In Search of the Lost Testament of Alexander the Great
Page 26
Above any other feature of Alexander’s army, the sarissa came to represent the indomitable face of Macedonian might. National unity was now significantly lubricated by the goldmines of Crestonia, Mygdonia (formerly occupied by the Thracian Edones), Damastion and Thrace, as well as silver from Mount Pangaeum now flowing into the state coffers at 1,000 talents a year (equivalent in value to 300,000 gold pieces) since Crenides, renamed Philippi, fell to Philip in 356 BCE. With the dissolution of the Chalcidian League after Olynthus fell in 348 BCE, new mineral deposits were won.105 Iron ore, lead, molybdenum, magnetite, huntite, chrome and copper were mined for income and to pay for the accessories of war; this was an essential resource, because in the absence of any significant middle class, the infantry had to be armed, outfitted, housed and fed by the state. Although there is no firm evidence that Philip had formally remunerated his infantrymen, Curtius and Diodorus suggested 2-3 drachmas per day were paid to state levies, but when this commenced is unclear; of course the king additionally had the spoils of war to call upon to reward his men.106
Philip’s new phalanx design was, in any case, a cheaper option than units of fully panoplied hoplites, enabling him to outfit a greater percentage of the recruiting pool of perhaps 30,000 men of fighting age in his consolidated Macedonia.

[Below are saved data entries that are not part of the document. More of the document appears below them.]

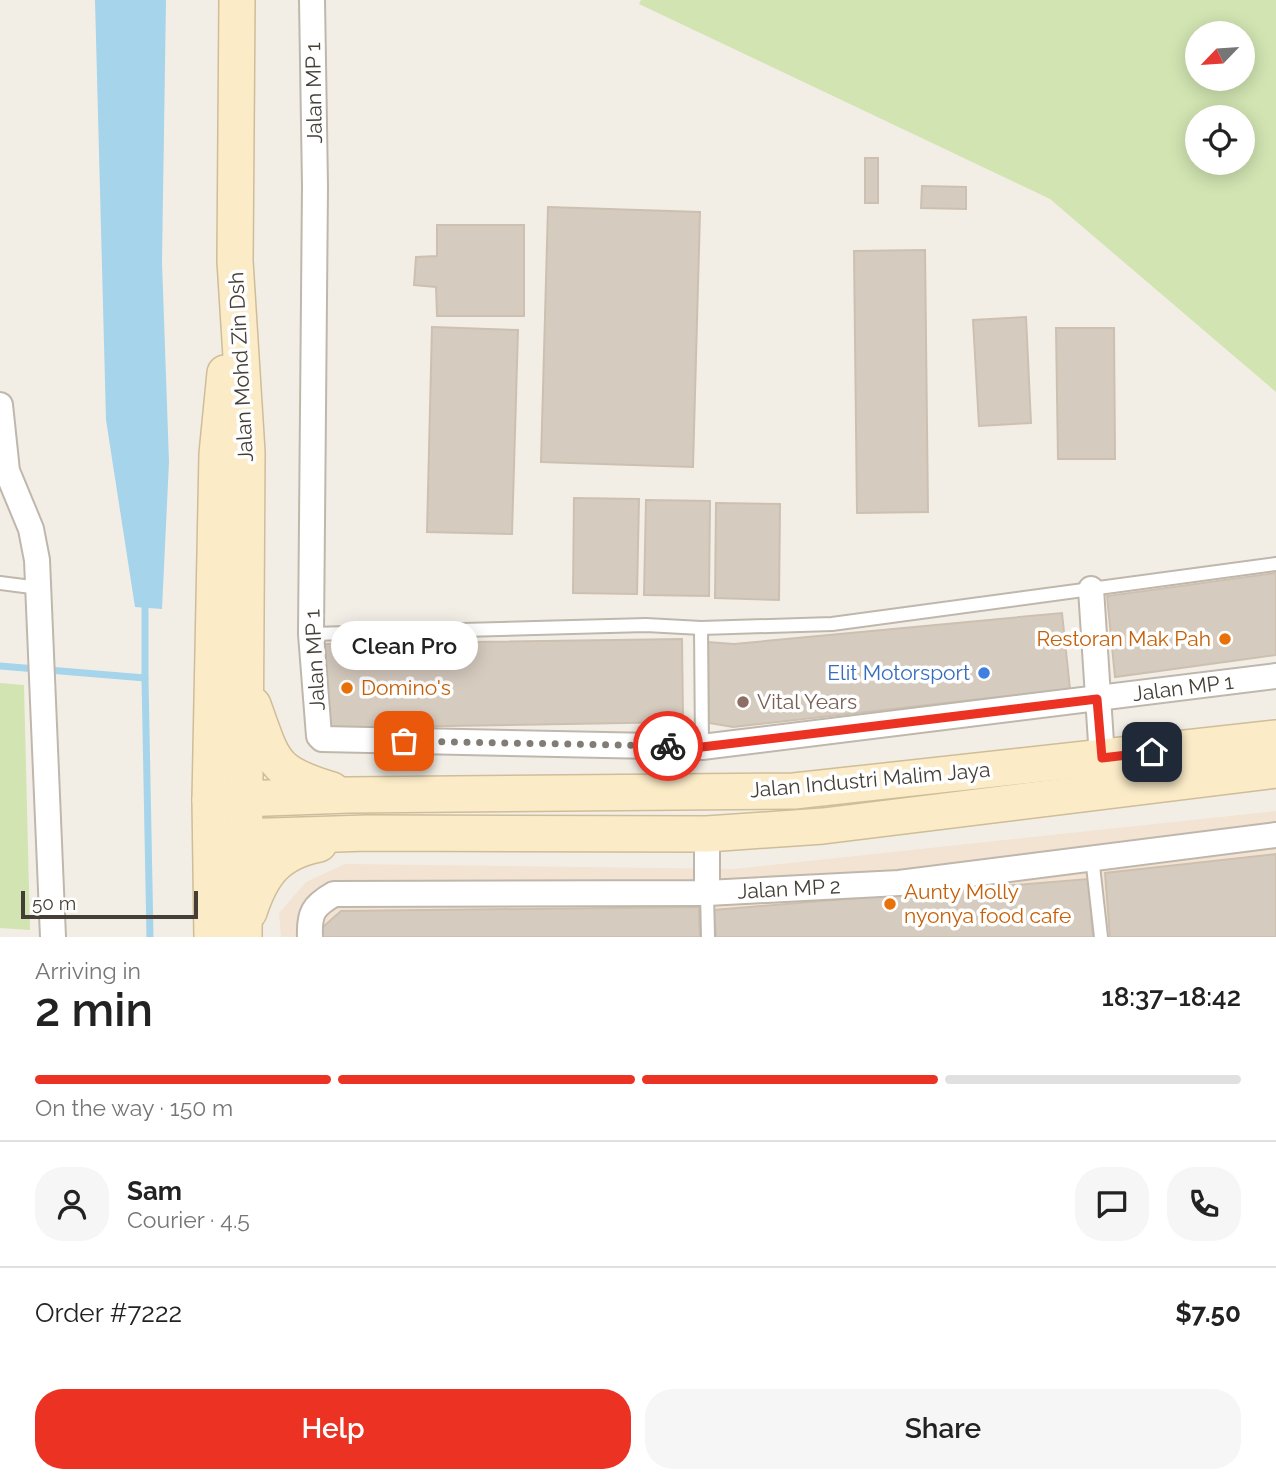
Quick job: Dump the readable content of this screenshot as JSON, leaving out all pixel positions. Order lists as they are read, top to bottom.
{
  "streets": {
    "main road": ["Jalan Mohd Zin Dsh", "Jalan Industri Malim Jaya"],
    "street": ["Jalan MP 1", "Jalan MP 2"]
  },
  "crossings": [
    ["Jalan Mohd Zin Dsh", "Jalan Industri Malim Jaya"]
  ],
  "places": [
    "Restoran Mak Pah",
    "Elit Motorsport",
    "Domino's",
    "Vital Years",
    "Clean Pro",
    "Aunty Molly nyonya food cafe"
  ],
  "scale_bar": "50 m",
  "north": "bottom left",
  "page": {
    "bubble": "Clean Pro",
    "scale": "50 m",
    "heading": ["2 min", "Arriving in", "18:37–18:42"],
    "panel": [
      "Sam",
      "Courier · 4.5",
      "Order #7222",
      "$7.50"
    ],
    "bar": "On the way · 150 m",
    "buttons": ["Help", "Share"]
  }
}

Indeed, a spear butt-spike has been unearthed inscribed with the letters MAK suggesting the weapon was Macedonian government issue; comparison can be made with Athens where the state issued a hoplite shield and spear at the completion of the ephebia, the compulsory military training of eighteen to twenty-year-old citizens in garrison at the Piraeus.107
WHEN ‘THE PRESTIGE OF OLD REFLECTS UPON THE PRESTIGE OF THE PRESENT’
The Macedonian sarissa worked its way inexorably through the Persian heartlands and in the set-piece battles with Darius III. Yet the upper satrapy revolts, which saw increasing mountain warfare, were a different affair altogether, and it was here that Alexander suffered his first setbacks, conspiracies and the resulting trials. But it was in India that the slackening tide finally turned and where the campaign bordered on disaster for both him and his battle-weary men. The king’s popularity was in retrograde motion by which time the stature of Alexander’s own Bodyguards – ‘autocrats within their own armies long before the assumption of royal title’ – along with the most prominent of his pan-provincial strategoi and the generals under them, were hugely influential, both regionally and amongst their own men.108
The one-eyed Antigonus had governed much of Asia Minor for over a decade by the time Alexander returned to Babylon, with talented satraps and officers about him. Parmenio had been vested with a pivotal administrative role at Ecbatana in Media, guarding the royal treasury and keeping communication and supply routes open between Asia Minor and the Near East. If he had survived the banquet at which Alexander ran him through, Black Cleitus might have assumed a similar role from Bactra (the capital of Bactria, modern Balkh) to govern the upper satrapies. And in Alexander’s vanguard the voice of Craterus resounded loudly with the veterans.109 These top-tier commanders, along with the Silver Shields veterans and their popular infantry officers, remained the conservative face of a Macedonian authority, which, for many of the rank and file, represented a far more coherent and attractive order than Alexander’s increasingly indecipherable behaviour and erratic policy towards those he conquered.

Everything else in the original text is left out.